In what follows, we use the term ‘sustainability (competence)’ throughout. When referring to environmental awareness studies, we use the terms ‘environmental responsibility’ or ‘environmental awareness’. In addition to examining how sustainability topics are addressed in general education, we also consider participation in environmental education programmes and citizen science. Both are increasingly common ways of addressing sustainability in Estonia, but their impact on sustainable thinking and action has not been systematically studied.

SUSTAINABILITY IS ADDRESSED IN DIVERSE WAYS IN ESTONIAN EDUCATION

In the national curriculum for basic schools, sustainability themes are articulated at several levels.

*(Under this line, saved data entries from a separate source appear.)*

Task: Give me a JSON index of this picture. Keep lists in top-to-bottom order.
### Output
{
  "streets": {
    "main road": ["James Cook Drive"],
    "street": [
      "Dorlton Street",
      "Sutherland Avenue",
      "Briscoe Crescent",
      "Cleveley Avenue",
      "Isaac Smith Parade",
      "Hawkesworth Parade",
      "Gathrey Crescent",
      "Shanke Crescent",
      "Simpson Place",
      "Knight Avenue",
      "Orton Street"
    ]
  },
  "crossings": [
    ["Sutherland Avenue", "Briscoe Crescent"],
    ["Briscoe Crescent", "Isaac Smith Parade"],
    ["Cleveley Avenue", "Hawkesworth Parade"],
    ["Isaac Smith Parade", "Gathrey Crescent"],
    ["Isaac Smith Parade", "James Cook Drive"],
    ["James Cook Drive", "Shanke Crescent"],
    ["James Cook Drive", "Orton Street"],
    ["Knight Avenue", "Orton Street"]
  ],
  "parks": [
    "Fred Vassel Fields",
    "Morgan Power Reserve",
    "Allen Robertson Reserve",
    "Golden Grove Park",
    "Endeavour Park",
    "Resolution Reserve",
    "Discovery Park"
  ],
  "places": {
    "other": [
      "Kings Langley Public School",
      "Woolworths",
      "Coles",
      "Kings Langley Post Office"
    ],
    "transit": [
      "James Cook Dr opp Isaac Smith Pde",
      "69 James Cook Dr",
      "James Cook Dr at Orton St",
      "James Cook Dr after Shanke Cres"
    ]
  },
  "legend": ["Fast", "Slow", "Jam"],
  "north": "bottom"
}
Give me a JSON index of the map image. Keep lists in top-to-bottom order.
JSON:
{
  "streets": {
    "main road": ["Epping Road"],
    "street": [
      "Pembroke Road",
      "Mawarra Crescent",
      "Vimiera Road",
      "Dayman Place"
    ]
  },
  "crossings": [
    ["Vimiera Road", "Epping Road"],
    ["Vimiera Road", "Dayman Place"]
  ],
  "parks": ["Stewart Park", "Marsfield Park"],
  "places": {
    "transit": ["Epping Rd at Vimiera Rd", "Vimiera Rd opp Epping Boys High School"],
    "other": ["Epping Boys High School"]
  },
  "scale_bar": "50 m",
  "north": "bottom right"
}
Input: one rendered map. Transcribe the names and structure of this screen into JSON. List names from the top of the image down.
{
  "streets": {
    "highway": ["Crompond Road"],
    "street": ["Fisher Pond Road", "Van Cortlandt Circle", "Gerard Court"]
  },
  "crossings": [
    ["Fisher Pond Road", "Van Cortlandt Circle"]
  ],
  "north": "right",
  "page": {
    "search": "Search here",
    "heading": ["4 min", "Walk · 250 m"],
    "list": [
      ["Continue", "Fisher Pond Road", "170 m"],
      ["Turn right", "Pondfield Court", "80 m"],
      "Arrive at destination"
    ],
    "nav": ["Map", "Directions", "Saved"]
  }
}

First, they appear among the foundational values of basic education. Under societal values, environmental sustainability is emphasised, and it is stated that individuals with basic education contribute to the ecological development of Estonian society.

Second, sustainability is included among the general competences under cultural and value competences, which include the ability to perceive and value natural diversity and one’s connection to nature. The expected competences at different stages of schooling indicate that by the end of the first stage, pupils act in ways that protect nature; by the end of the second stage, they value a sustainable lifestyle, are able to formulate scientific questions, obtain scientific information, behave appropriately in nature, and show interest in nature and its study; and by the end of the third stage, they understand the relationship between humans and the environment, act responsibly towards their living environment, and live and act in ways that conserve nature and the environment.

Third, sustainability is included among the cross-curricular themes,^a notably ‘Environment and sustainable development’. This theme aims to shape pupils into socially active, responsible and environmentally aware individuals who protect the environment and, valuing sustainability, are prepared to seek solutions to environmental and human development challenges.

Despite the cross-cutting presence of sustainability in the curriculum, the Estonian pilot study on pupils’ environmental awareness (2024)1 indicates that, across various dimensions, young people’s environmental responsibility is lower than that of adults.2 Since the sampled pupils should reflect the same overall population, this result may have several explanations. Theoretically, one might conclude either that children do not simply mirror their home environment or that they respond more honestly. This raises the question of whether sustainability competence is taught in a sufficiently comprehensive and systematic way to counter other societal influences.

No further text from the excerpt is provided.